Frankfurter Allgemeine Zeitung - Rezension
Frankfurter Allgemeine Zeitung | Besprechung von 09.10.2001

Braune Schleifspuren
Wie sich SD-Historiker im "Dritten Reich" verhielten und in die Bundesrepublik hinüberretteten

Joachim Lerchenmueller: Die Geschichtswissenschaft in den Planungen des Sicherheitsdienstes der SS. Der SD-Historiker Hermann Löffler und seine Denkschrift "Entwicklung und Aufgaben der Geschichtswissenschaft in Deutschland". Dietz Verlag, Bonn 2001. 320 Seiten, 68,- Mark.

Die deutsche Geschichtswissenschaft hat sich frühzeitig mit dem "Dritten Reich" befaßt, eine Positionsbestimmung des Faches unter dem Nationalsozialismus aber aus subjektiver Betroffenheit zunächst unterlassen. Von Ausnahmen abgesehen, gerieten die in der NS-Zeit wirkenden Historiker erst zu Beginn der neunziger Jahre ins Fadenkreuz geschichtlichen Interesses. Die Lektüre rund fünfzig Jahre unbeachteter, wenngleich öffentlich zugänglicher Schriften ließ die Identifikation mit beziehungsweise Partizipation an nationalsozialistischem Gedankengut erkennen - bis hin zum Rassismus zahlreicher in der Bundesrepublik zu Renommee gelangter Gelehrter. Da diese nach 1945 zumeist in repräsentativen Funktionen ihrer Standesorganisation, in bedeutsamen fachlichen Gremien und Gesellschaften und bisweilen auch politisch wirkten, lag die Suche nach tieferen Schleifspuren in der NS-Zeit nahe. Man wurde im institutionellen Archivgut vielfach fündig. Erinnert sei an die Denkschrift des Kölner Nachkriegshistorikers Theodor Schieder aus dem Jahr 1939 zur ethnischen Neugestaltung des polnischen Raumes. Doch Papier ist geduldig und sagt an sich nichts über seine Wirksamkeit aus, die das eigentliche Kriterium eines personenbezogenen historischen Befundes bildet.

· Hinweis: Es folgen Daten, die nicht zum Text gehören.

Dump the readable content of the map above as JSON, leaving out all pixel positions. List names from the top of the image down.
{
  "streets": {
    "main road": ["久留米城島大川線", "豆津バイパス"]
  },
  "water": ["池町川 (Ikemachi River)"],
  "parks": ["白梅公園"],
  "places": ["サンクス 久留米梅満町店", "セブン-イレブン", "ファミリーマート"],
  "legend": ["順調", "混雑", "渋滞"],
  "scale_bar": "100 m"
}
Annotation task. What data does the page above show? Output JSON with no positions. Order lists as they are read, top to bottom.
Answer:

Lerchenmueller ediert nun eine Reihe von Dokumenten über das Beziehungsgeflecht zwischen hauptamtlichen SS- und Hochschulhistorikern, die gemeinsam sogenannte "Gegenforschung" zur vermeintlich unzulänglich gleichgeschalteten universitären Geschichtswissenschaft betrieben. Es galt, verbindliche historische Interpretationsmuster zu entwickeln und ideologierelevante Problemfelder - beispielsweise zur Juden- und Freimaurerfrage - zu bearbeiten.

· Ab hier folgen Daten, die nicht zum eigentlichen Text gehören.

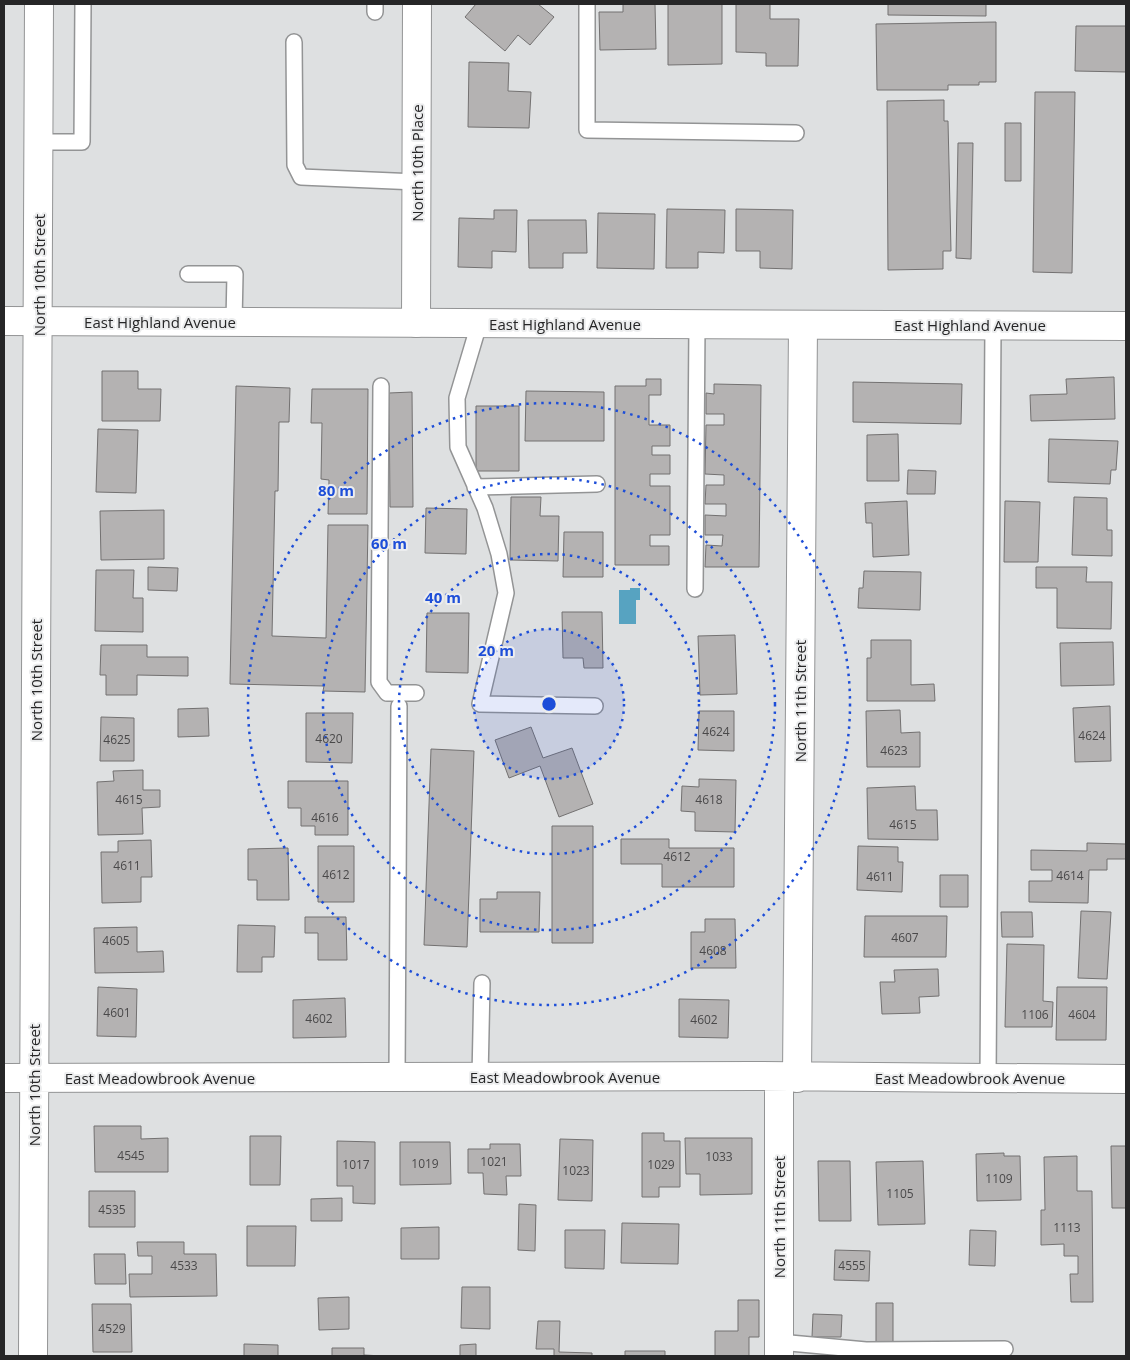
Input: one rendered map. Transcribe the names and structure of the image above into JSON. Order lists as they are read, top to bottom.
{
  "streets": {
    "street": [
      "North 10th Place",
      "North 10th Street",
      "East Highland Avenue",
      "North 11th Street",
      "East Meadowbrook Avenue"
    ]
  },
  "crossings": [
    ["North 10th Place", "East Highland Avenue"],
    ["North 10th Street", "East Highland Avenue"],
    ["North 10th Street", "East Meadowbrook Avenue"],
    ["East Highland Avenue", "North 11th Street"],
    ["North 11th Street", "East Meadowbrook Avenue"]
  ],
  "house_numbers": [
    "4624",
    "4624",
    "4620",
    "4625",
    "4623",
    "4615",
    "4618",
    "4616",
    "4615",
    "4612",
    "4611",
    "4612",
    "4614",
    "4611",
    "4607",
    "4605",
    "4608",
    "4601",
    "1106",
    "4604",
    "4602",
    "4602",
    "4545",
    "1033",
    "1021",
    "1019",
    "1017",
    "1029",
    "1023",
    "1109",
    "1105",
    "4535",
    "1113",
    "4533",
    "4555",
    "4529"
  ],
  "rings": [
    "80 m",
    "60 m",
    "40 m",
    "20 m"
  ]
}
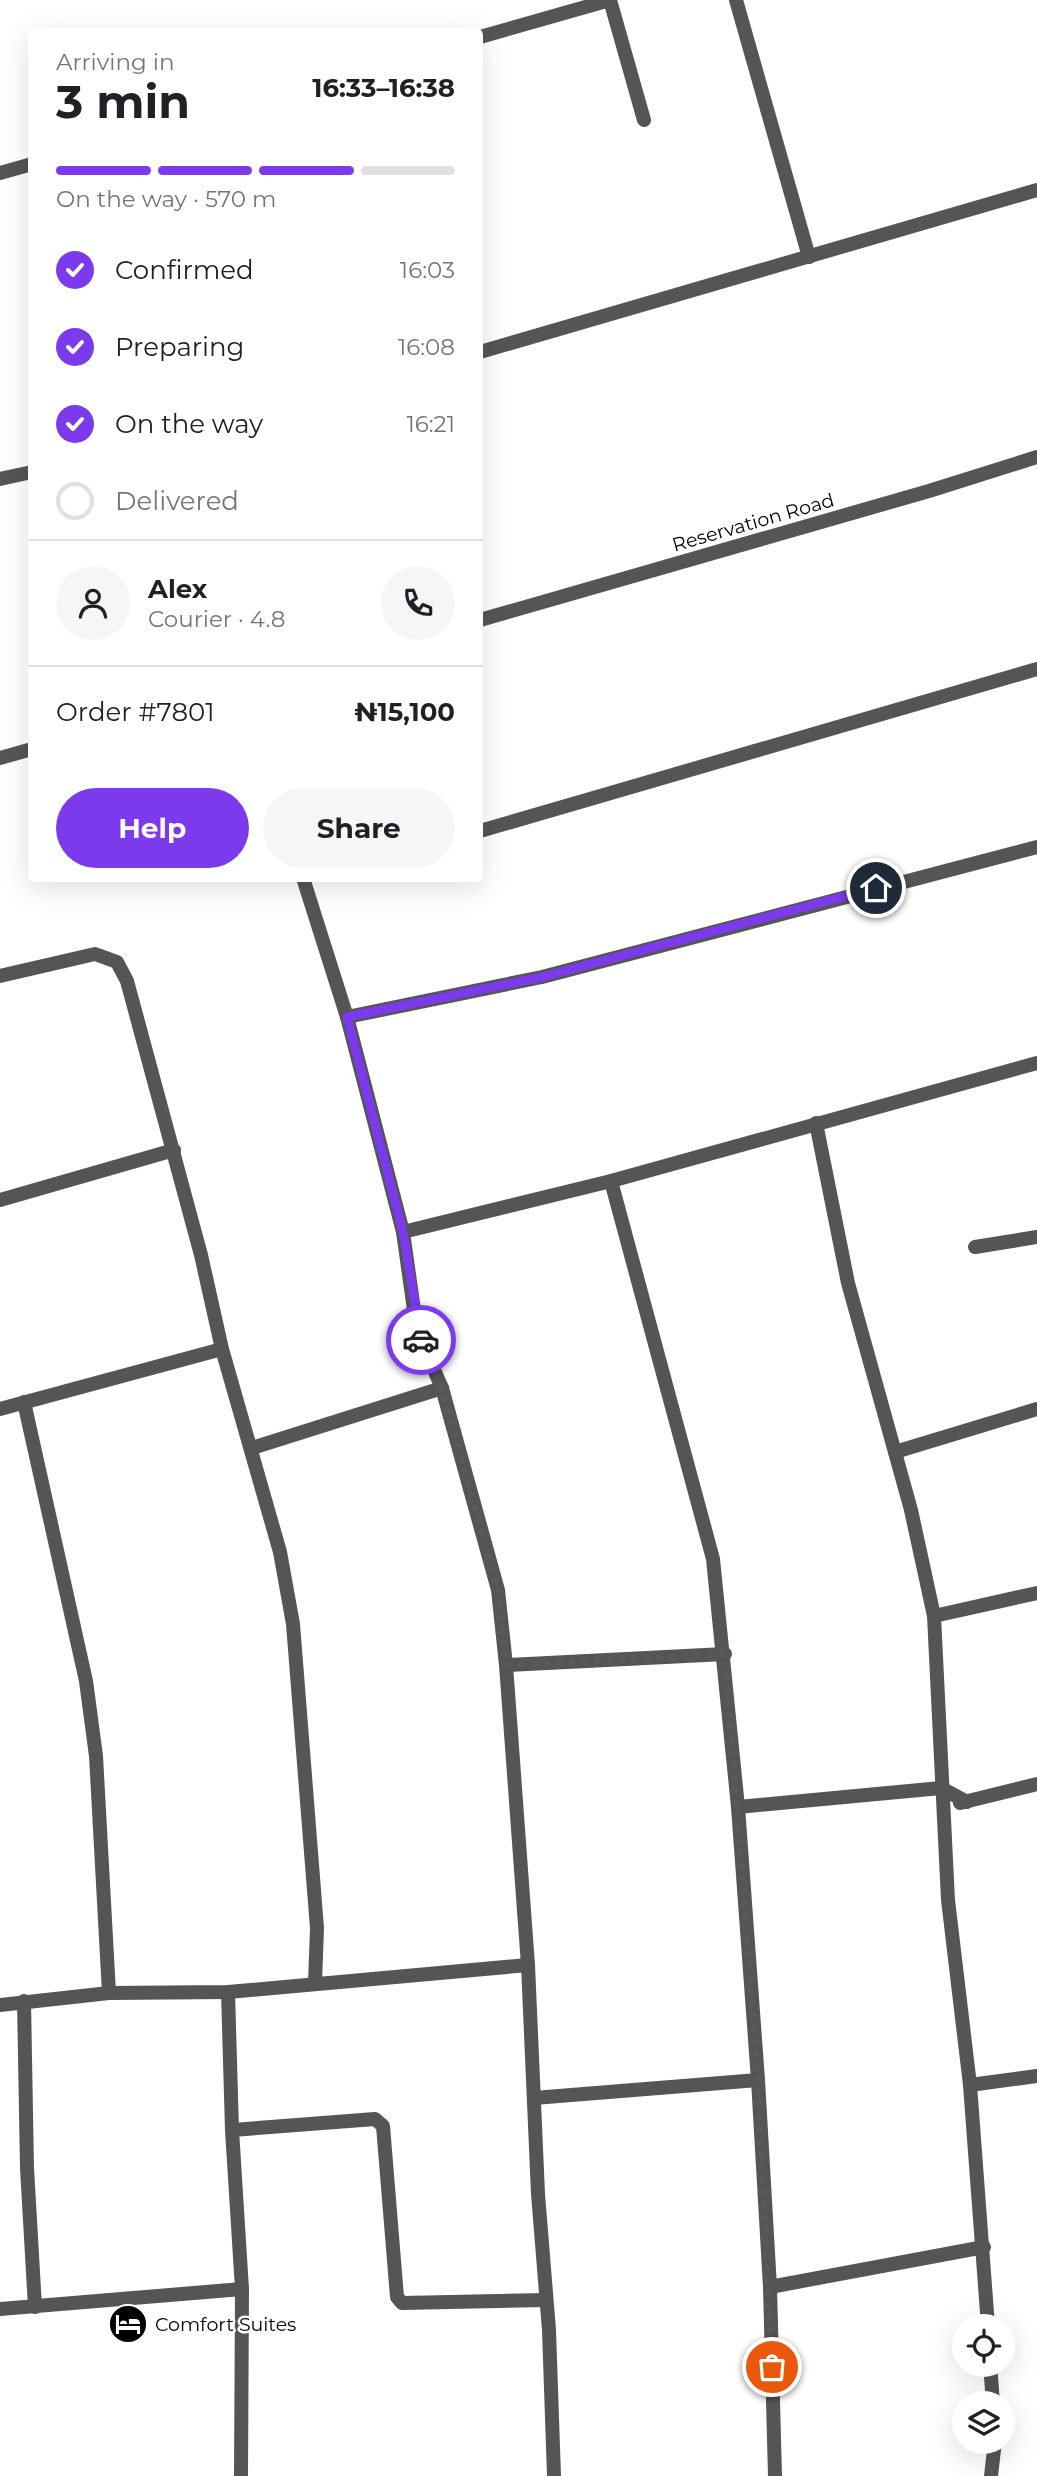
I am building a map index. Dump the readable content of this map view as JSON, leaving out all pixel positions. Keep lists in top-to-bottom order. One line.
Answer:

Im SD sowie dem kultur- und wissenschaftspolitischen Steuerungsorgan "Ahnenerbe" wirkende Wissenschaftler wurden gezielt mit solchen Themen promoviert und habilitiert, um sie sukzessiv in die Hochschulen einzuschleusen. Ihre Betreuung übernahmen außen- beziehungsweise der SS nahestehende oder angehörende Universitätslehrer, unter ihnen Günther Franz und Erich Maschke. Franz, der zahlreiche SS-Historiker mit antisemitischen Schriften promovierte, firmierte als Obergutachter der SS in historischen Fragen.

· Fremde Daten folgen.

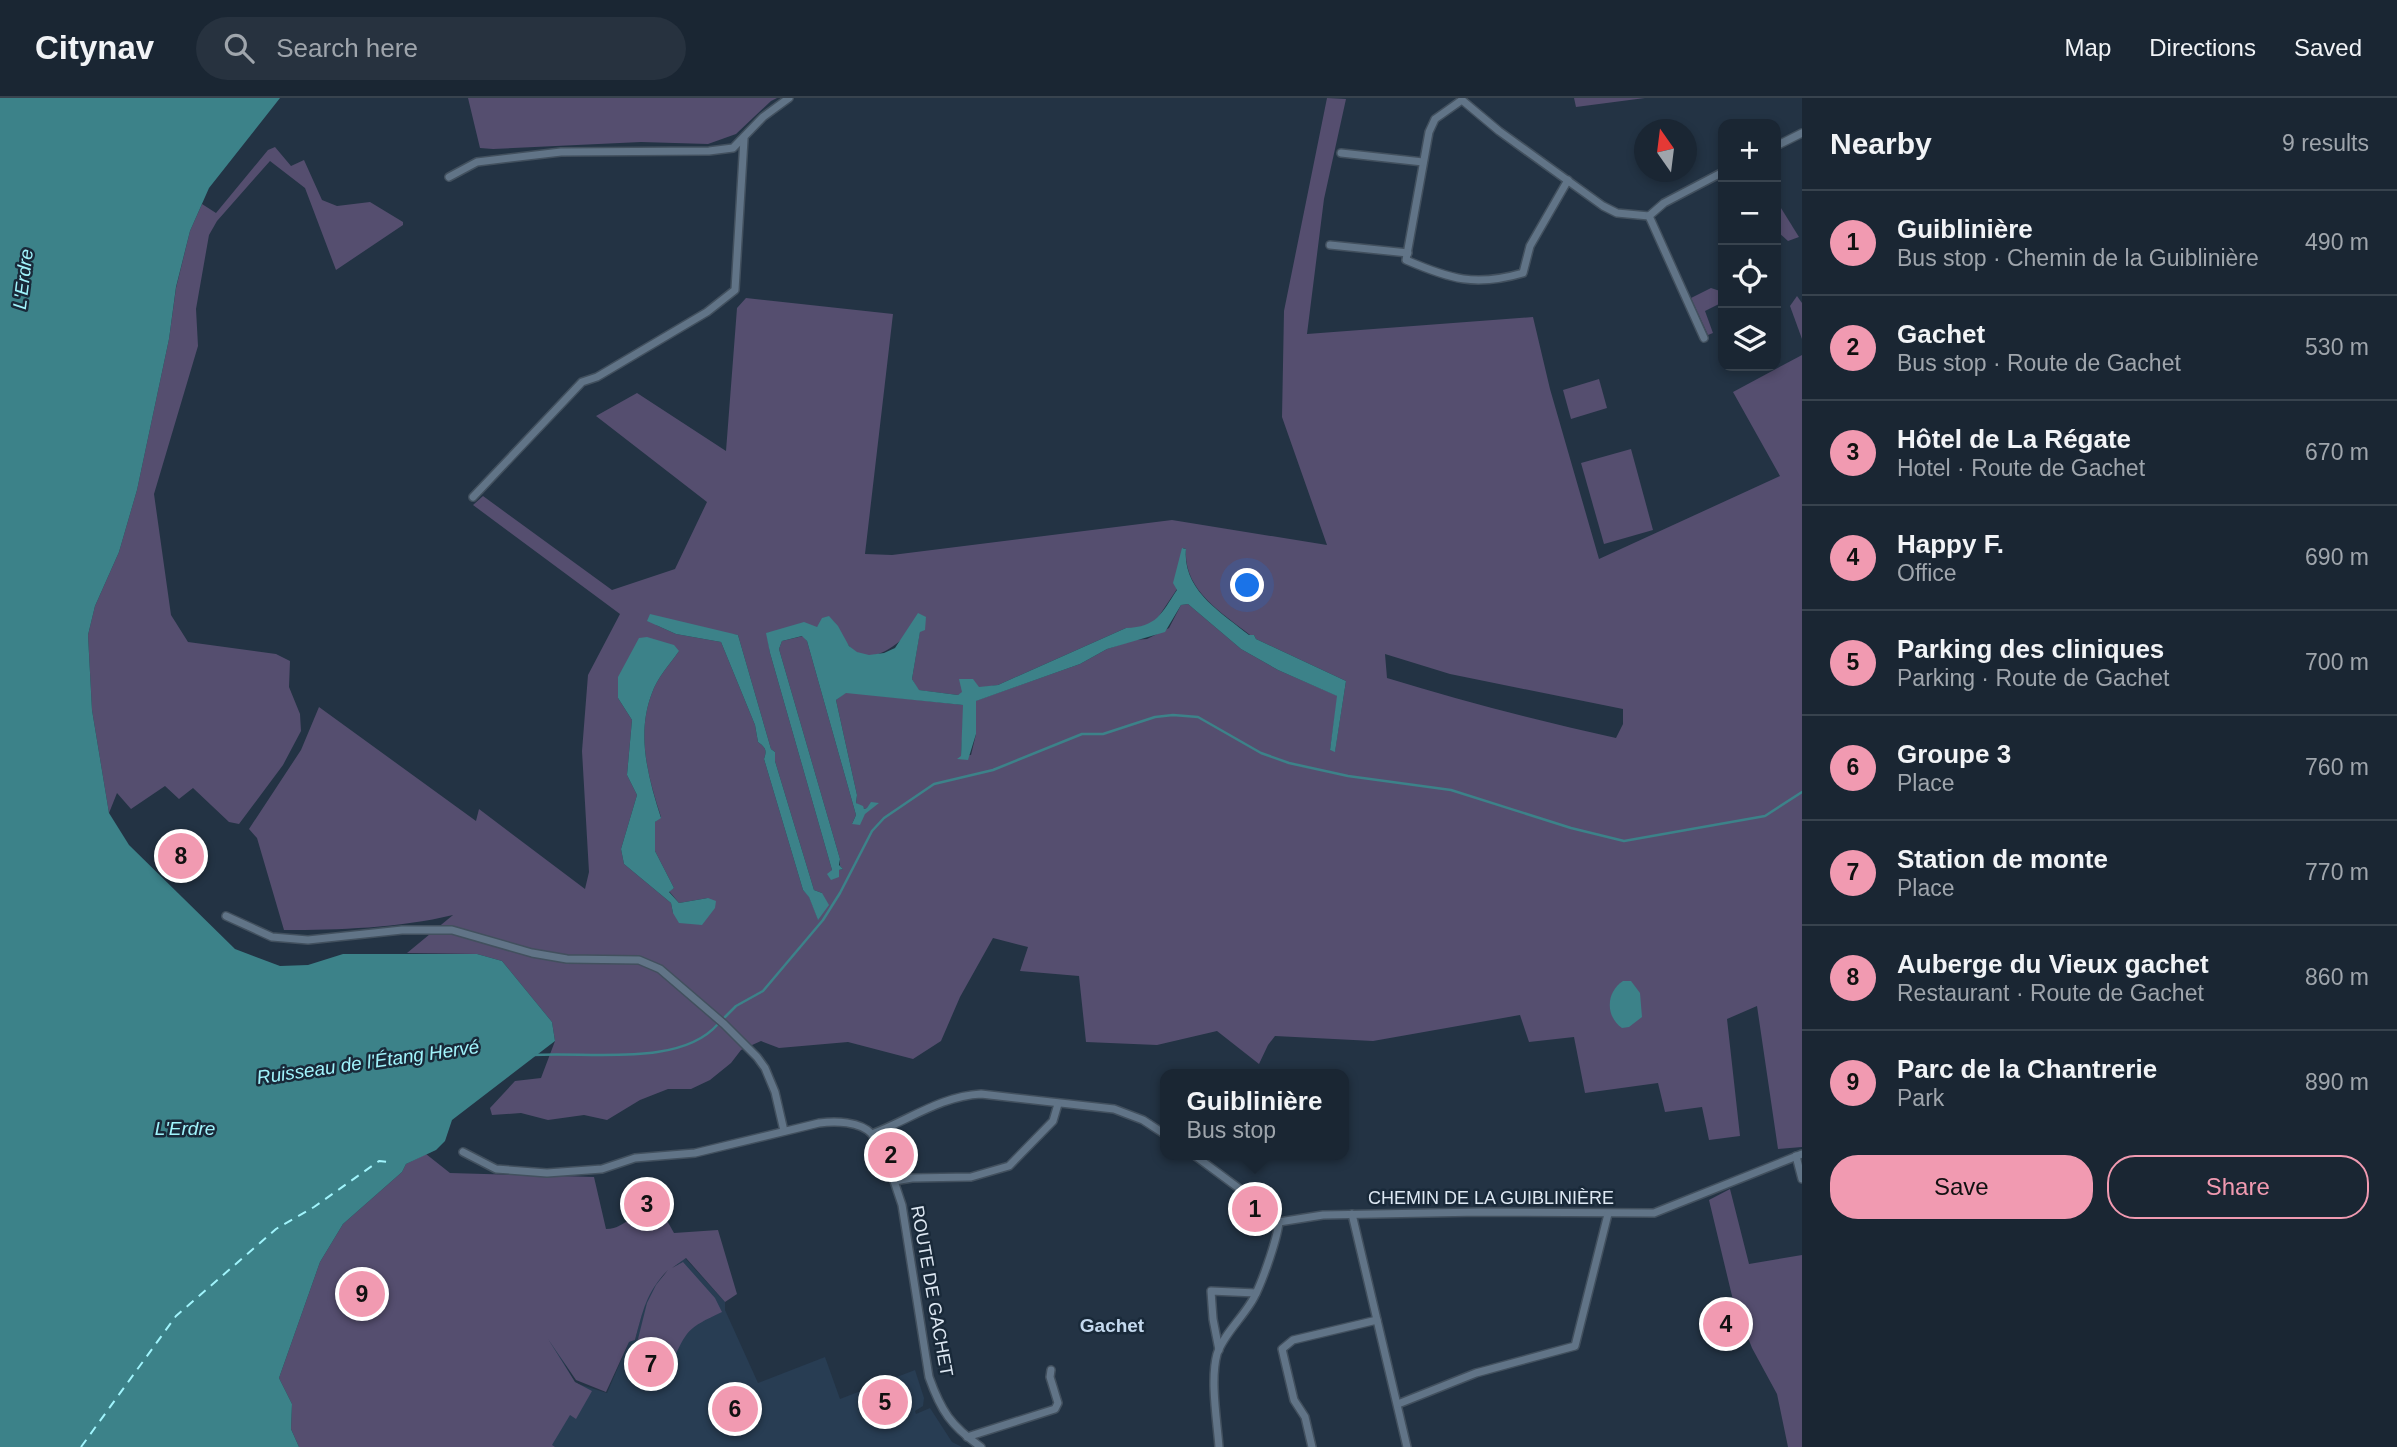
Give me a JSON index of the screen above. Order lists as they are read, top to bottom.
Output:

Im Mittelpunkt steht der SS-Historiker Hermann Löffler, der laut Urkunde bei Franz unter dem Dekanat von Maschke über den "Anteil der jüdischen Presse am Zusammenbruch Deutschlands" in Jena den Doktorgrad erwarb. Lerchenmueller bezweifelt, daß die Studie vorgelegt wurde, denn sie blieb unauffindbar. Löffler habilitierte bei Franz in Straßburg und wurde, weiter in Diensten der SS, dessen Assistent. Die Edition beinhaltet eine Denkschrift Löfflers über "Entwicklung und Aufgaben der Geschichtswissenschaft in Deutschland", die aus Sicht der SS richtungweisend für die Historikerzunft des "Dritten Reiches" sein sollte. In ihr werden in denunziatorischer Absicht die Universitätslehrer in systemkonforme und gegnerische aufgelistet. Der Krieg hat ein personelles Changement an den deutschen Hochschulen verhindert.

Lerchenmueller verdeutlicht, daß nach 1945 das von der SS geknüpfte Netzwerk zumindest partiell in der Bundesrepublik gespannt blieb. Franz erhielt nach einigen Warteschleifen eine Professur in Hohenheim, wo er es zum Rektor brachte. Sein Gutachten verschaffte Löffler eine Professur an der Pädagogischen Hochschule Heidelberg, möglicherweise durch vorsätzliche Falschaussage: Er bestätigte die Promotion Löfflers und entideologisierte deren Titel, der nun "Die Haltung der deutschen Presse am Ende des I. Weltkrieges" lautete.

Wenn es der SD-Seilschaft aus überkommenen Nazi-Tagen auch nicht gelang, sich in gewünschter Zahl an den deutschen Hochschulen zu plazieren, so etablierte sie sich um so erfolgreicher im Bereich historisch-politischer Bildung und Wissensvermittlung im Segment des Bildungsbürgertums. Über die Ranke-Gesellschaft hat Franz mit ehemaligen Gesinnungsgenossen das Geschichtsbild der Nachkriegszeit durch Verharmlosung und Tabuisierung des "Dritten Reiches" mitgeprägt. Das "Historisch-Politische Buch" der Gesellschaft diente neben Franz auch zahlreichen ehemaligen NS- und SD-Historikern als Forum zur Verbreitung ihrer historischen Ansichten: zum Beispiel dem Breslauer Dozentenführer Ernst Birke, Nachkriegsprofessor einer Pädagogischen Hochschule, Löffler und Reinhard Höhn.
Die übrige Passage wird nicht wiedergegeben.